■ What you are asked to do
The required lines are those that contain "linecap"; pull them out of the data and copy them.
----- Materials provided
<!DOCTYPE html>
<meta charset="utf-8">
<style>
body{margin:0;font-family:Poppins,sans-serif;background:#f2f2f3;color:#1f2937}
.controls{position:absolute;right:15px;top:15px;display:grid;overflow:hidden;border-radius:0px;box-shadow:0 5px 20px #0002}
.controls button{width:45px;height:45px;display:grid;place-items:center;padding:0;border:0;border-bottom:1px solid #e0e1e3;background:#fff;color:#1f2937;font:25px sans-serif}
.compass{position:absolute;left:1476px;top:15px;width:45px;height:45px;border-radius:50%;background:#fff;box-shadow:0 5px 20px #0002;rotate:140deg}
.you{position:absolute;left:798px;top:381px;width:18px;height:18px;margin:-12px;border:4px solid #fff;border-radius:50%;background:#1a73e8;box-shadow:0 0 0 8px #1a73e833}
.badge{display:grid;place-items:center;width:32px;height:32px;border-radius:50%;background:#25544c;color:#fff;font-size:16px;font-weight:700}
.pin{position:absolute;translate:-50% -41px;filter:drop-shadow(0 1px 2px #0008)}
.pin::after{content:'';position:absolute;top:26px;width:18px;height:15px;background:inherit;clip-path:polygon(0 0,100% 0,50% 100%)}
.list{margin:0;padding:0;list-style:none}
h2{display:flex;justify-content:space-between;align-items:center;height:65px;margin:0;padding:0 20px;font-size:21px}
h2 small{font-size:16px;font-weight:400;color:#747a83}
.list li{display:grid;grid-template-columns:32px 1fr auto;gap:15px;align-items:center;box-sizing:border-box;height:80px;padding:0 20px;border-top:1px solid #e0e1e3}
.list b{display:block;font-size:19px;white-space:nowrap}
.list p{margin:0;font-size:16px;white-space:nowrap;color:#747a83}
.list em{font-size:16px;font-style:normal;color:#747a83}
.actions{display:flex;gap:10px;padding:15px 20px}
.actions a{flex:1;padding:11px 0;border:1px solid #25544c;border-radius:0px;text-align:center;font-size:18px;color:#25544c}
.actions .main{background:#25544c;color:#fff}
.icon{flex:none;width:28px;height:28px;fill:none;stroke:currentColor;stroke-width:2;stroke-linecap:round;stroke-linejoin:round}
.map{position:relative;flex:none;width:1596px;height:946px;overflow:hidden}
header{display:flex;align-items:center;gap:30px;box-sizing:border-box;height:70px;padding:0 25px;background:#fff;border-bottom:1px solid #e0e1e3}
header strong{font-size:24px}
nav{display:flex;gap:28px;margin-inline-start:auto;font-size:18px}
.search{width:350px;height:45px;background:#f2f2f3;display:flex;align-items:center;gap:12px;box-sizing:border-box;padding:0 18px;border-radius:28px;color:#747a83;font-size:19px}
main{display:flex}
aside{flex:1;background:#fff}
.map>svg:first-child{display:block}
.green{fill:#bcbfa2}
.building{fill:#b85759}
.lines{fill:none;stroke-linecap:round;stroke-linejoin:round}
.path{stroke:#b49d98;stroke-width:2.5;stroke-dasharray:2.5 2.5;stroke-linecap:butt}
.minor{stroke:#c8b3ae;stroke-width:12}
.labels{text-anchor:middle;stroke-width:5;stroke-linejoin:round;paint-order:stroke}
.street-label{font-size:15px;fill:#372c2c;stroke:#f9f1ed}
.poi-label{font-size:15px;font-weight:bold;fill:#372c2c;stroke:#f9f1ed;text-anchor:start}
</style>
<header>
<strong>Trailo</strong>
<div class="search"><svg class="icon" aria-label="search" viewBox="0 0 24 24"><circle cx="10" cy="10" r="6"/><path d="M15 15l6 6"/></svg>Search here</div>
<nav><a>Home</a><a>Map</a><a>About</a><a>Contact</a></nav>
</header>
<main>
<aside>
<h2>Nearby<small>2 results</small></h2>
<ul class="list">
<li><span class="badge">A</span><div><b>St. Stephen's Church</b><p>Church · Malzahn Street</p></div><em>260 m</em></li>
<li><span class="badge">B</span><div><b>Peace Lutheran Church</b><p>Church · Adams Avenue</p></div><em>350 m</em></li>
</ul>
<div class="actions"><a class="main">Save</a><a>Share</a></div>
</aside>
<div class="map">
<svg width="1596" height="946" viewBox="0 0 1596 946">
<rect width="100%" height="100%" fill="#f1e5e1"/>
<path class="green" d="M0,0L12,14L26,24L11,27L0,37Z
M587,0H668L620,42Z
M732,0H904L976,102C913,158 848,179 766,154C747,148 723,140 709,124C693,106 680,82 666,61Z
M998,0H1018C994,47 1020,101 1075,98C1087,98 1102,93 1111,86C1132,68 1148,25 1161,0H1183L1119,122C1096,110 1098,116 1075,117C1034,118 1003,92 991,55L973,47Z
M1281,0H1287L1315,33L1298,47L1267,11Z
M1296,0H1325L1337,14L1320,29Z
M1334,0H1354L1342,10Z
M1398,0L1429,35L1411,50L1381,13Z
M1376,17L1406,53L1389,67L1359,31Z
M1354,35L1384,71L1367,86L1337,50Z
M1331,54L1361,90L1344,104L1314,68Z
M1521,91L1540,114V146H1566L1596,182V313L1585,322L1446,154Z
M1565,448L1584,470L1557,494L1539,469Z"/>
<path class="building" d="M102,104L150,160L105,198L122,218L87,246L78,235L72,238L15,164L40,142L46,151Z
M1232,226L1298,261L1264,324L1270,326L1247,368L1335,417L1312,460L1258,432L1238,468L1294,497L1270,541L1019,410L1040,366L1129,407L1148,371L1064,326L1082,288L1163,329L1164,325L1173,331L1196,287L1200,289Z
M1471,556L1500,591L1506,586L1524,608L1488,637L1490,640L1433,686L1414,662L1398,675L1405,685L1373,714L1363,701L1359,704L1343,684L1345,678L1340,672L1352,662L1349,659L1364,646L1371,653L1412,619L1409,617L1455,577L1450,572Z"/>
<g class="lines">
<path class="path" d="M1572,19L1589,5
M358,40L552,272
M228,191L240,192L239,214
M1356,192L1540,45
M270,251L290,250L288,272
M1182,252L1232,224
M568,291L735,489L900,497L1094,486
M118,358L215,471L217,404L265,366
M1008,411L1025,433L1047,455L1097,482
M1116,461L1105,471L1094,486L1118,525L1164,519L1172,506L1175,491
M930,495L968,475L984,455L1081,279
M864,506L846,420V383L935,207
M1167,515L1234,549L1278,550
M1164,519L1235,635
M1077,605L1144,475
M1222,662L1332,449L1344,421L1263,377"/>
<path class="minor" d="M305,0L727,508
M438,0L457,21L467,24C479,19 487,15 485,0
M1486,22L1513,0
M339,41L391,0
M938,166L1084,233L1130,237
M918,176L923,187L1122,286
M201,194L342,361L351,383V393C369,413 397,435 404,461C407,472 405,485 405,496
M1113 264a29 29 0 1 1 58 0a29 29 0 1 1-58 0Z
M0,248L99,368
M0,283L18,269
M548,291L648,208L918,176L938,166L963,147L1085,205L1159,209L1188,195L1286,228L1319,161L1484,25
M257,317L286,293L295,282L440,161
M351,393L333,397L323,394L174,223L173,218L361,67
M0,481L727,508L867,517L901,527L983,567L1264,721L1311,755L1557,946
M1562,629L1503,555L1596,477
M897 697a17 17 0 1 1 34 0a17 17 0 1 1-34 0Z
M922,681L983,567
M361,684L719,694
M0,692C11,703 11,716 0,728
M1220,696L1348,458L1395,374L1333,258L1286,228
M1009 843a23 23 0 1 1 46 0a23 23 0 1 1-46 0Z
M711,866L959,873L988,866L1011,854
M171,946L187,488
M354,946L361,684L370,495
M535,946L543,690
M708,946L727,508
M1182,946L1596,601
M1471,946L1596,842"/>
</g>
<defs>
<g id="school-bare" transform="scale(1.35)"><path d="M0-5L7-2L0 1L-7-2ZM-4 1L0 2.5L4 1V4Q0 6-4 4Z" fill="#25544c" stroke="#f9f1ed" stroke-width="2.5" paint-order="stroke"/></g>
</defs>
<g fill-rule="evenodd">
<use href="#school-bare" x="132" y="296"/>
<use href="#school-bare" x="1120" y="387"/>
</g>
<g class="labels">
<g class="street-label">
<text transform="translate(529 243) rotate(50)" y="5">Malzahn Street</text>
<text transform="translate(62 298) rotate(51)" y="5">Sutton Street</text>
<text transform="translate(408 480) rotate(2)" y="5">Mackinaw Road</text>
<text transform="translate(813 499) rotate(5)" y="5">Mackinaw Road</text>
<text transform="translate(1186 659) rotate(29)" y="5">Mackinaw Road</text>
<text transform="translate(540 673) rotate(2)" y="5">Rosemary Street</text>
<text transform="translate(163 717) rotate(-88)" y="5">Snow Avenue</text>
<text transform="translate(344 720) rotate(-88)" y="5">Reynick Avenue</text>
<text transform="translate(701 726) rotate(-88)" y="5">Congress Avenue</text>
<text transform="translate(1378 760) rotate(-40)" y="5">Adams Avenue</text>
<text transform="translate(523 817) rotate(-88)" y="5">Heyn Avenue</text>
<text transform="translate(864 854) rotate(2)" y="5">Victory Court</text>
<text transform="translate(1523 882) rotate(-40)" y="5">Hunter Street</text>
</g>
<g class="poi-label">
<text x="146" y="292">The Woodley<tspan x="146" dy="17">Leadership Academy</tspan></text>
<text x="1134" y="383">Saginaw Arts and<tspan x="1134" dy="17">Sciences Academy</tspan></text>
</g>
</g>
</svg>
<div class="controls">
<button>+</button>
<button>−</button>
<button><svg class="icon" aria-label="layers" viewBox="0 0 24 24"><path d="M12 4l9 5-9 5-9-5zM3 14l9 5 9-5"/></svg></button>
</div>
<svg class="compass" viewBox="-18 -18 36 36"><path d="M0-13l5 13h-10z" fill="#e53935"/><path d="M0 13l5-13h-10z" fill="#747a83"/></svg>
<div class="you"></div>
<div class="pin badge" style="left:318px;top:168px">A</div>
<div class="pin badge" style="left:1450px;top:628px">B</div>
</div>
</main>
----------
■ Result of this task
.icon{flex:none;width:28px;height:28px;fill:none;stroke:currentColor;stroke-width:2;stroke-linecap:round;stroke-linejoin:round}
.lines{fill:none;stroke-linecap:round;stroke-linejoin:round}
.path{stroke:#b49d98;stroke-width:2.5;stroke-dasharray:2.5 2.5;stroke-linecap:butt}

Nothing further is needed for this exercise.